Question: The near point of an elderly person is 50cm from the eye. Find the focal length and power of the cor...

Question

The near point of an elderly person is 50cm from the eye. Find the focal length and power of the corrective lens that will correct his vision.

Answer 1

Solution

Hint
The near point of an elderly person is 50cm. This means that the image forms at a minimum of 50cm. So if the object is kept at 25cm then we can find the focal length of the lens by
$\dfrac{1}{f} = \dfrac{1}{v} - \dfrac{1}{u}$ where the power of the lens will be given by the inverse of the focal length.
Formula used: In this question, we will use the formula,
$\dfrac{1}{f} = \dfrac{1}{v} - \dfrac{1}{u}$
Where $f$ is the focal length of the lens
$u$ is the object distance
and $v$ is the image distance.
The power of the lens is given by,
$P = \dfrac{1}{f}$ where $P$ is the power of the lens.

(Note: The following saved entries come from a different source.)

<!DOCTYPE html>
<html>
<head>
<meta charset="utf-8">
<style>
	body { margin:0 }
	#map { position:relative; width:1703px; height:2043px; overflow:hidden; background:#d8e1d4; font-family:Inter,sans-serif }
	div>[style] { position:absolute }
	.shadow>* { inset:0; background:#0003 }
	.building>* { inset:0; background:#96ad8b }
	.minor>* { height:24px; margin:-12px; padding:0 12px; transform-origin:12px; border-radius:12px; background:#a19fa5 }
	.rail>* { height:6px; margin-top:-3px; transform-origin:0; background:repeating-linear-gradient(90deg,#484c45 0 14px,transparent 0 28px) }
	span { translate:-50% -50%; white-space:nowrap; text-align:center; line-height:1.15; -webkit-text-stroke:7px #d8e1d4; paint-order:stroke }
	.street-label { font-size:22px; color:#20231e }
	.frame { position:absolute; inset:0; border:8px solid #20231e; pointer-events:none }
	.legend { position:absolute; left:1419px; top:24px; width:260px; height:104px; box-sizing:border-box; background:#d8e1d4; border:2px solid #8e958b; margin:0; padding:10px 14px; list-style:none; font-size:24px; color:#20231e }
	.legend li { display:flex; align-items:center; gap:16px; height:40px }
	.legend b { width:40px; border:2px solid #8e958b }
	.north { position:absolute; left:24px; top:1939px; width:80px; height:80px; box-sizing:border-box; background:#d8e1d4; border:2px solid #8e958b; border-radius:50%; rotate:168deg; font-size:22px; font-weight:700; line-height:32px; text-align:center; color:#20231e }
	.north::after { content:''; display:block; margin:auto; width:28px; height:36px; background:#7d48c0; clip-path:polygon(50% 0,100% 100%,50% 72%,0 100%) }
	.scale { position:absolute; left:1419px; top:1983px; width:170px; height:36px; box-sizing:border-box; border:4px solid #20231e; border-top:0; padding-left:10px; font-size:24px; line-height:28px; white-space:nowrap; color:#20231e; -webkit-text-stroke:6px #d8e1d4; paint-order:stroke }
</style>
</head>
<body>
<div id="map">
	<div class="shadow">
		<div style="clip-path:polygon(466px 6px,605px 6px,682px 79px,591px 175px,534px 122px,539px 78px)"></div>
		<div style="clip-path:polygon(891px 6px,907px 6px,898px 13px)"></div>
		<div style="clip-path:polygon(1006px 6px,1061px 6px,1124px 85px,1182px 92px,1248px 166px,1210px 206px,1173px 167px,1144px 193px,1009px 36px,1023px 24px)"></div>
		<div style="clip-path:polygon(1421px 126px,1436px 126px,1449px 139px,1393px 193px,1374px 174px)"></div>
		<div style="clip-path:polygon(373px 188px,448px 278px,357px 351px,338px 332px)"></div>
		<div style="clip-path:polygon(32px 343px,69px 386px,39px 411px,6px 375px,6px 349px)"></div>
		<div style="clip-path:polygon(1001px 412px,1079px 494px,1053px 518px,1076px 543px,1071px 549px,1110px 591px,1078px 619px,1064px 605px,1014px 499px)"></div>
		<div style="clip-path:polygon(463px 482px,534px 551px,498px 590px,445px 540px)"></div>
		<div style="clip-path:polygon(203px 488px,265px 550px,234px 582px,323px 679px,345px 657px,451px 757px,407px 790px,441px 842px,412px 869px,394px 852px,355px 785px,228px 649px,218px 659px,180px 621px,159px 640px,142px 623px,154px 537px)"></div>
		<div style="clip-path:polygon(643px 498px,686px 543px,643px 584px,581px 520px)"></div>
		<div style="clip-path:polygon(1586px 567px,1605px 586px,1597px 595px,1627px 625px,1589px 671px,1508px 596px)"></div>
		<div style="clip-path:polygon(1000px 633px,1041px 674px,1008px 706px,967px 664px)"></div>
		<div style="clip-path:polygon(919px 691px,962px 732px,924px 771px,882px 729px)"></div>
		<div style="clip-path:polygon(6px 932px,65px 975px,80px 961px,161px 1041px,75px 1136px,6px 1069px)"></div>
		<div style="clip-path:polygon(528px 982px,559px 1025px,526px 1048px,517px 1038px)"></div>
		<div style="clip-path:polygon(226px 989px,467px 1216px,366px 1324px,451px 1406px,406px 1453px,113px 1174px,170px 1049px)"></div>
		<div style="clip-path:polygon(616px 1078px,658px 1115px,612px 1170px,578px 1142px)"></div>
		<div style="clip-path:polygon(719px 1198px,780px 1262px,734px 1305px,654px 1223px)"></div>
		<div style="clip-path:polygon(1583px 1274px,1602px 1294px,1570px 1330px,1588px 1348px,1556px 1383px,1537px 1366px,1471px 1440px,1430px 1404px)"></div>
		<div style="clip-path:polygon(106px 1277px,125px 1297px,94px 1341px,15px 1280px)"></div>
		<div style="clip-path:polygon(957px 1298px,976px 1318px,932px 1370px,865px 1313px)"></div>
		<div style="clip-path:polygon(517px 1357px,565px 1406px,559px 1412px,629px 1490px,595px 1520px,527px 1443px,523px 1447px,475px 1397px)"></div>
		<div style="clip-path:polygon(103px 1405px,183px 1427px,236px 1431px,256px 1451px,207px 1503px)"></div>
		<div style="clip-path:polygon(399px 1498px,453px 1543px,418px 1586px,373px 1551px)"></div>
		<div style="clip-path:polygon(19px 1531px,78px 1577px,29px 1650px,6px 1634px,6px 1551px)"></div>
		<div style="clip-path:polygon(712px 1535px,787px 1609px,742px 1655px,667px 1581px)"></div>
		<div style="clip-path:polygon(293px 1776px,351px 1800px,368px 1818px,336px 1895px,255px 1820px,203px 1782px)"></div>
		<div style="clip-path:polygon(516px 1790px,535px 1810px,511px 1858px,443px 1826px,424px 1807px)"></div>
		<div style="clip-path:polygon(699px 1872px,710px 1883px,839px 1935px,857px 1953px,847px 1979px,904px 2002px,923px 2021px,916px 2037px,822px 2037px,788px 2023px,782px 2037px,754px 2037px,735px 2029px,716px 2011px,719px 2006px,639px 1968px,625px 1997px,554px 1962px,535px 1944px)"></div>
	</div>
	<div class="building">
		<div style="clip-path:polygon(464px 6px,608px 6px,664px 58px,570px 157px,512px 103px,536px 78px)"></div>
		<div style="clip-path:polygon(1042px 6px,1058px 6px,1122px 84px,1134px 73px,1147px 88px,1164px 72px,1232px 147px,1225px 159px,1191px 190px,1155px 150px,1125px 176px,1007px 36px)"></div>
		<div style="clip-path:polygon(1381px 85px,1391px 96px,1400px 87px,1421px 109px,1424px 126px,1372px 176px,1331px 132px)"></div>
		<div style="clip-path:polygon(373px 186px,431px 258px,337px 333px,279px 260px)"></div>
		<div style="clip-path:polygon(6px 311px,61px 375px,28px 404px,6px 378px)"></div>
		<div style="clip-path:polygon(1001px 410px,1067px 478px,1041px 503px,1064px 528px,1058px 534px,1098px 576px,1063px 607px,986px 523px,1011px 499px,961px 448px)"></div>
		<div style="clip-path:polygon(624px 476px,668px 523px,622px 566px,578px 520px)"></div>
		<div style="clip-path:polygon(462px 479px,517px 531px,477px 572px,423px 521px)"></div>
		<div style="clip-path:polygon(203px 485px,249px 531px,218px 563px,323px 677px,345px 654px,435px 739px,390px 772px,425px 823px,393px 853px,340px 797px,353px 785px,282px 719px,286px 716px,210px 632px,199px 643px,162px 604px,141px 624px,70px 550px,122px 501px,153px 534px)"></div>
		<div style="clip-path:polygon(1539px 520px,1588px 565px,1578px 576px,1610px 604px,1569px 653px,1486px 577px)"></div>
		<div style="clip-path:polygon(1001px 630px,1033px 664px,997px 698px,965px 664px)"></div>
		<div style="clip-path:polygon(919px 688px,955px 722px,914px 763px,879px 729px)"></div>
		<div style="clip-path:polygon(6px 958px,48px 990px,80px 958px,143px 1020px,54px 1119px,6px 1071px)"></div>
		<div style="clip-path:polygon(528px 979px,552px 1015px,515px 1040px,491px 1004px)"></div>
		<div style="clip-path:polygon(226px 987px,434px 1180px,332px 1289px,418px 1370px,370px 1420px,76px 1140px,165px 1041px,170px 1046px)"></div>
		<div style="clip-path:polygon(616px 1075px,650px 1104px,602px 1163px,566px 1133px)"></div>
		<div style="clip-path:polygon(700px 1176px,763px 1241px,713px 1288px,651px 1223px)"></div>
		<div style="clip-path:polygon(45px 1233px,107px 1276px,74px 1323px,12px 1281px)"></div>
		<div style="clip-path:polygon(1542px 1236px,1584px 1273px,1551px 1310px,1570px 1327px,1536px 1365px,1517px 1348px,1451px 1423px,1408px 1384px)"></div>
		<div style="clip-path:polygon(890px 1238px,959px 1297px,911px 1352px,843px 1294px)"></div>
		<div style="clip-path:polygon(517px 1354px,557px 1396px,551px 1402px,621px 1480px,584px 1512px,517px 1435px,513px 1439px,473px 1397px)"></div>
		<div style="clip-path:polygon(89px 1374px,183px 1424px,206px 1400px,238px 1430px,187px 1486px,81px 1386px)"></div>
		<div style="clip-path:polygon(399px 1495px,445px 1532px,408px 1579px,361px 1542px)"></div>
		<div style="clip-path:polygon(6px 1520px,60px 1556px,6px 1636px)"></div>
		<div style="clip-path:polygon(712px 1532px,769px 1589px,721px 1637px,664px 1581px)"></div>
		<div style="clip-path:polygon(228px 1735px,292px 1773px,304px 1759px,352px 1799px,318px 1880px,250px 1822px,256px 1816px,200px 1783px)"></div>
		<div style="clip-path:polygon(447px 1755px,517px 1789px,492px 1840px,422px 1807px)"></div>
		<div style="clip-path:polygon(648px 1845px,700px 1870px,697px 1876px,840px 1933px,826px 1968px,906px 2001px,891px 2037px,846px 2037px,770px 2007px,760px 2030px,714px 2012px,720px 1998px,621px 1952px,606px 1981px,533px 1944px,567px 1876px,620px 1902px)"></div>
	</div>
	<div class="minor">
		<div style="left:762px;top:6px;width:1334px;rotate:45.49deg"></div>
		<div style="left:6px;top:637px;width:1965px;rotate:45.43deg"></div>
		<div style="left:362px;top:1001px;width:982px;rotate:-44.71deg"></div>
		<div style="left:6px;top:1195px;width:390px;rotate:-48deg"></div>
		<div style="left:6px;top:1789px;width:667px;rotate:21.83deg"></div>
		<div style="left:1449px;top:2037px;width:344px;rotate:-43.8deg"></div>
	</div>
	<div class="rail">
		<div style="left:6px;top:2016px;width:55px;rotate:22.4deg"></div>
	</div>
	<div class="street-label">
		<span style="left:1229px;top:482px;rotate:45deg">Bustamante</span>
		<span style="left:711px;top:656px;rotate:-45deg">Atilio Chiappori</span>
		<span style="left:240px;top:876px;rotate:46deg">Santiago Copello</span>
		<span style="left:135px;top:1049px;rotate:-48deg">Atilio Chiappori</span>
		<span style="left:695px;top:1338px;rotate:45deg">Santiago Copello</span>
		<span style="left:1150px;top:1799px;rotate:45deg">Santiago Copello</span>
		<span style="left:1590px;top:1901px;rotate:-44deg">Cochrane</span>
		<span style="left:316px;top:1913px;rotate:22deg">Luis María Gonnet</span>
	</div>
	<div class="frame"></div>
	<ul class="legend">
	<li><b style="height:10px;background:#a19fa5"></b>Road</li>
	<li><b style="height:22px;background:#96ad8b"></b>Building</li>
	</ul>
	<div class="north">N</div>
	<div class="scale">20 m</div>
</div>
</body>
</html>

Complete step by step answer
In the question, we are given that the near point of an elderly person is $50cm$ . So when the object is placed at the minimum distance from where that eye can see without any strain given by 25cm, then the object needs to be formed at a distance of 50cm for the elderly person to see clearly.
So from the question, the image distance is given 50cm for the object distance minimum of 25cm.
Therefore since the image is virtual and is formed on the same side as that of the object so both the object and the image distance will be negative.
Hence,
$u = - 25cm$ and $v = - 50cm$ .
Now we can calculate the focal length of the lens by the formula,
$\dfrac{1}{f} = \dfrac{1}{v} - \dfrac{1}{u}$
So by substituting the values of $u$ and $v$ we have,
$\dfrac{1}{f} = - \dfrac{1}{{50}} + \dfrac{1}{{25}}$
So by doing the subtraction,
$\dfrac{1}{f} = \dfrac{{ - 1 + 2}}{{50}}$
$\dfrac{1}{f} = \dfrac{1}{{50}}$
So we get the focal length of the lens required as $f = 50cm = 0.5m$
Now the power of the lens is given by, $P = \dfrac{1}{f}$
So by putting the value we get,
$P = \dfrac{1}{{0.5}}D = 2D$ . So the required power is $P = 2D$
Hence the focal length of the corrective lens required will be 0.5m and the power will be 2D.

Note
The near vision of normal adults is supposed to be 25cm but in elderly people this distance increases because the lens in the eye focuses the rays beyond the retina. This condition is termed as hypermetropia and can be corrected with the help of a suitable convex lens.